After her difficult and often tendentious negotiations with Chinese leaders over everything from human rights and democratization to trade and Tibet, Secretary of State Madeleine Albright basked Saturday in the attention of the plucky young democratic reformers of Mongolia.
A country of 2.5-million people, 40 percent of them nomadic, Mongolia shed 70 years as a Soviet-occupied client state in 1991, embracing democracy and market reforms. Despite the loss of markets and jobs that Moscow's retreat made inevitable, the Mongolians have taken up free-market democracy with ardor.
Even more remarkable, given the sour experiences of many new democracies in the region, last month Mongolia experienced another peaceful change of government. Its new prime minister, a 35-year-old former journalist named Tsahiagiyn Elbegdorj, spoke along with Albright here Saturday in words that made her beam. Chinese leaders try to separate political and economic development, and even more democratic leaders such as Lee Kuan Yew of Singapore criticize Western notions of human rights as foreign to Asian culture and values. But Elbegdorj said the Mongolians were "challenging and breaking this stereotype."
"Mongolia is implementing political and economic changes simultaneously in Asia," he said. "This is the choice of our people."
Mongolia, which was allotted $12-million in American aid last year, is one of the few to receive more money from Congress than the administration requests.

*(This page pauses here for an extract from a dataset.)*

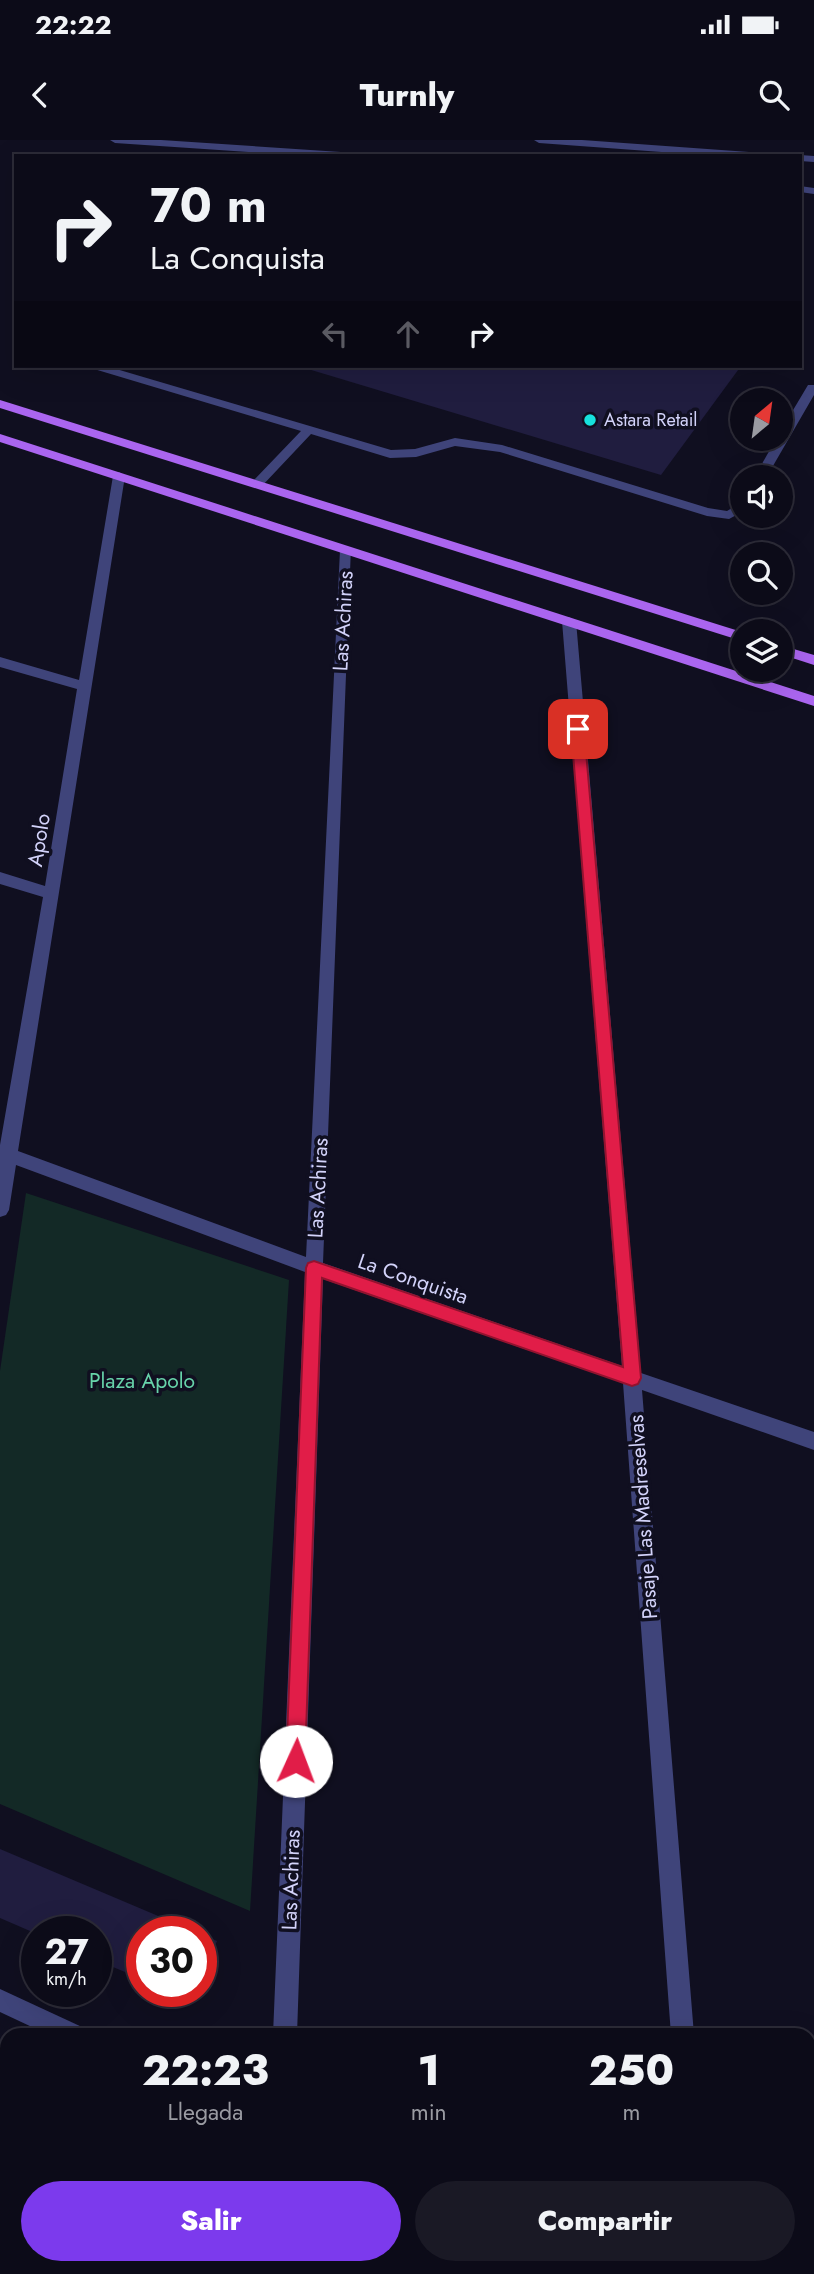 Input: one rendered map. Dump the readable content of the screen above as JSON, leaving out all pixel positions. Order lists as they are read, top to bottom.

Orange Order calls for rejection of Belfast accord
BELFAST, Northern Ireland _ In 5-inch-tall letters declaring "NO," Northern Ireland's biggest Protestant organization urged its members Saturday to reject the Belfast peace accord in this month's referendum.
The Orange Order's blunt recommendation to its 50,000 members, published in its monthly newspaper, increases pressure on David Trimble, the Protestant leader campaigning for people to approve the compromise agreement on May 22.
While Trimble argues the agreement offers Protestants much of what they have long demanded, six of his nine Parliament colleagues have joined the "no" camp. All are prominent in the Orange Order.
The Orange Standard newspaper bore the one-word headline and the view that the agreement "is something which very few unionists, if they are patently honest, could live with."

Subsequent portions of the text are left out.